Dealing With Compassion Fatigue

As a vet, you are required to care for animal and their owners every day. It’s easy to forget to care for yourself. Working in a compassionate and caring profession can take its toll.

As a Patch & Purr Vet Partner, you will receive the care and support you need to continue giving your clients the best possible service. Keep reading to learn how to spot compassion fatigue along with coping mechanism and other self-care tips.

What is compassion fatigue?

Compassion fatigue, also known as empathy fatigue, is caused by the emotional burden of helping others and working in an intensely empathetic role for long periods of time without breaks. It is common amongst those working in healthcare roles. One of the key signs of compassion fatigue an increasing difficulty to empathise, which is obviously a very important part of any care related role, including veterinary professions.

It’s a form or disassociation, like Post Traumatic Stress Disorder, that comes after an intense period of intense emotional strain. Physical circumstances can also exacerbate compassion fatigue, including scratching, bites and other physical dangers you may encounter as a vet.

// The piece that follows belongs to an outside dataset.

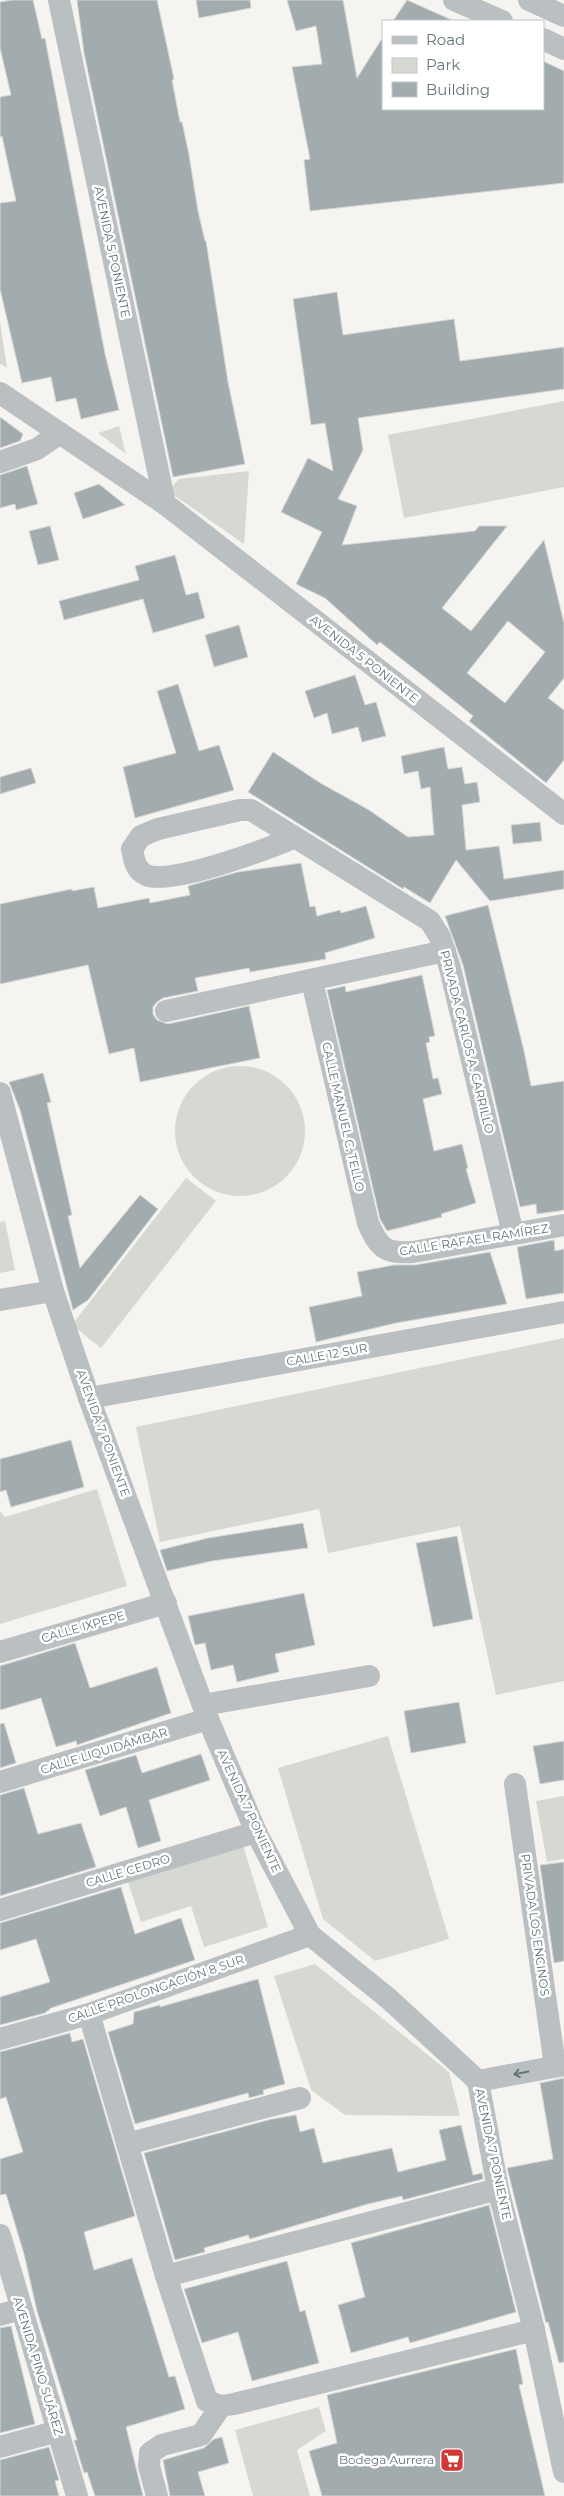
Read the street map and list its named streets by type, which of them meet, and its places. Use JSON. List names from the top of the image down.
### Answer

The symptoms of compassion fatigue can be mental, emotional and physical. You may experience anxiety, panic or even depression. Physical symptoms include nausea, lack of focus, headaches, insomnia and dizziness. The strain these symptoms can take will only worsen your compassion fatigue, acting as a vicious circle.

By working in a role that requires intense empathy, you will find yourself experiencing your client’s trauma, also known as “countertransference”.

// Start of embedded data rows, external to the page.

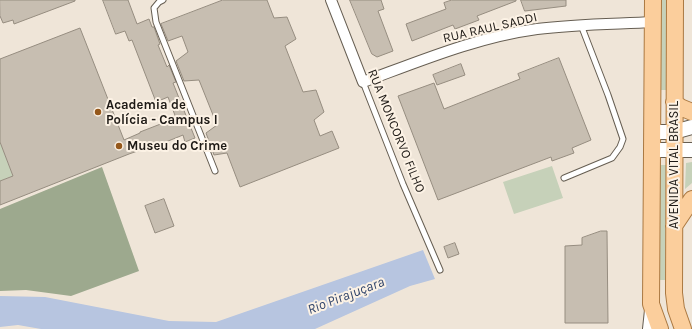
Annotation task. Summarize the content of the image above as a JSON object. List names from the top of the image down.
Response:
{
  "streets": {
    "main road": ["AVENIDA VITAL BRASIL"],
    "street": ["RUA RAUL SADDI", "RUA MONCORVO FILHO"]
  },
  "crossings": [
    ["RUA RAUL SADDI", "RUA MONCORVO FILHO"],
    ["RUA RAUL SADDI", "AVENIDA VITAL BRASIL"]
  ],
  "water": ["Rio Pirajuçara"],
  "places": ["Academia de Polícia - Campus I", "Museu do Crime"]
}
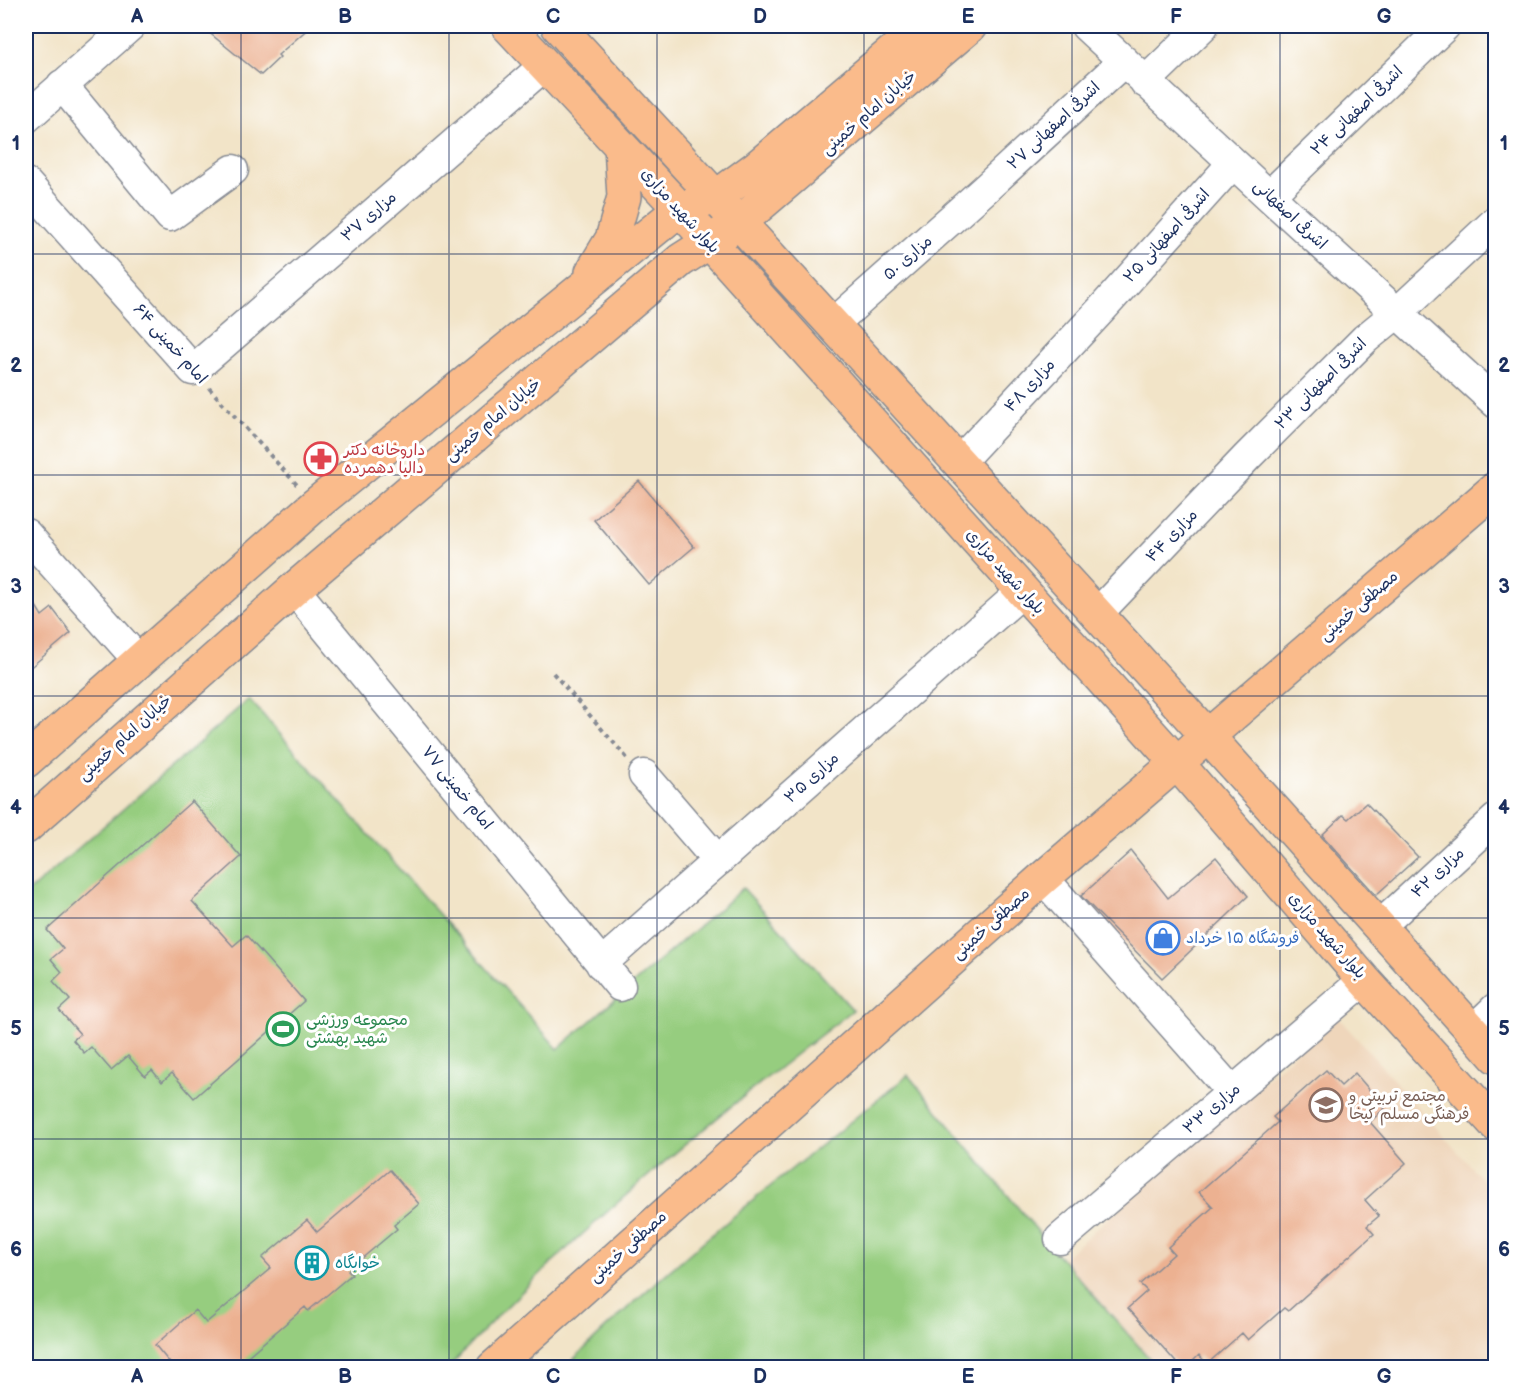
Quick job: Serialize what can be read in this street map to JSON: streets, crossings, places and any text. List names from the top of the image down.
{
  "streets": {
    "main road": ["خیابان امام خمینی", "بلوار شهید مزاری", "مصطفی خمینی"],
    "street": [
      "اشرفی اصفهانی ۲۴",
      "اشرفی اصفهانی ۲۷",
      "اشرفی اصفهانی",
      "مزاری ۳۷",
      "اشرفی اصفهانی ۲۵",
      "مزاری ۵۰",
      "امام خمینی ۶۴",
      "اشرفی اصفهانی ۲۳",
      "مزاری ۴۸",
      "مزاری ۴۴",
      "مزاری ۳۵",
      "امام خمینی ۷۷",
      "مزاری ۴۲",
      "مزاری ۳۳"
    ]
  },
  "crossings": [
    ["اشرفی اصفهانی ۲۴", "اشرفی اصفهانی"],
    ["خیابان امام خمینی", "بلوار شهید مزاری"],
    ["خیابان امام خمینی", "امام خمینی ۶۴"],
    ["خیابان امام خمینی", "امام خمینی ۷۷"],
    ["اشرفی اصفهانی ۲۷", "اشرفی اصفهانی"],
    ["اشرفی اصفهانی ۲۷", "مزاری ۵۰"],
    ["بلوار شهید مزاری", "مزاری ۳۷"],
    ["بلوار شهید مزاری", "مصطفی خمینی"],
    ["بلوار شهید مزاری", "مزاری ۳۵"],
    ["بلوار شهید مزاری", "مزاری ۳۳"],
    ["اشرفی اصفهانی", "اشرفی اصفهانی ۲۵"],
    ["اشرفی اصفهانی", "اشرفی اصفهانی ۲۳"],
    ["مزاری ۳۷", "امام خمینی ۶۴"],
    ["اشرفی اصفهانی ۲۵", "مزاری ۴۸"],
    ["اشرفی اصفهانی ۲۳", "مزاری ۴۴"],
    ["مزاری ۳۵", "امام خمینی ۷۷"]
  ],
  "places": {
    "pharmacy": ["داروخانه دکتر دالیا دهمرده"],
    "shop": ["فروشگاه ۱۵ خرداد"],
    "sports": ["مجموعه ورزشی شهید بهشتی"],
    "school or university": ["مجتمع تربیتی و فرهنگی مسلم کیخا"],
    "building": ["خوابگاه"]
  },
  "grid": {
    "columns": [
      "A",
      "B",
      "C",
      "D",
      "E",
      "F",
      "G"
    ],
    "rows": [
      "1",
      "2",
      "3",
      "4",
      "5",
      "6"
    ]
  }
}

Taking a break may seem impossible, due to work commitments and the feeling of pressure from colleagues, or even yourself, to maintain a certain level of care for long periods of time. However, this is not possible to maintain and, if left untreated, compassion fatigue may result in a period of sick leave or worse. By acknowledging the symptoms of compassion fatigue, you will be able to work to treat the condition before it makes a potentially huge negative impact on your life.


Symptoms of compassion fatigue

The symptoms of compassion fatigue may vary depending on the individual. Contributing factors include the time spent with distraught/grieving families, the tasks carried out with animals, work/life balance, shift patterns and demand for on-call work. Symptoms of compassion fatigue may include:

Physical and emotional exhaustion

You may feel exhausted but unable to fully recover.


You may feel like you are not present in situations or that you can’t connect with people like you once did.


Your bedside manner may be poor and things that previously seemed easy are now a struggle.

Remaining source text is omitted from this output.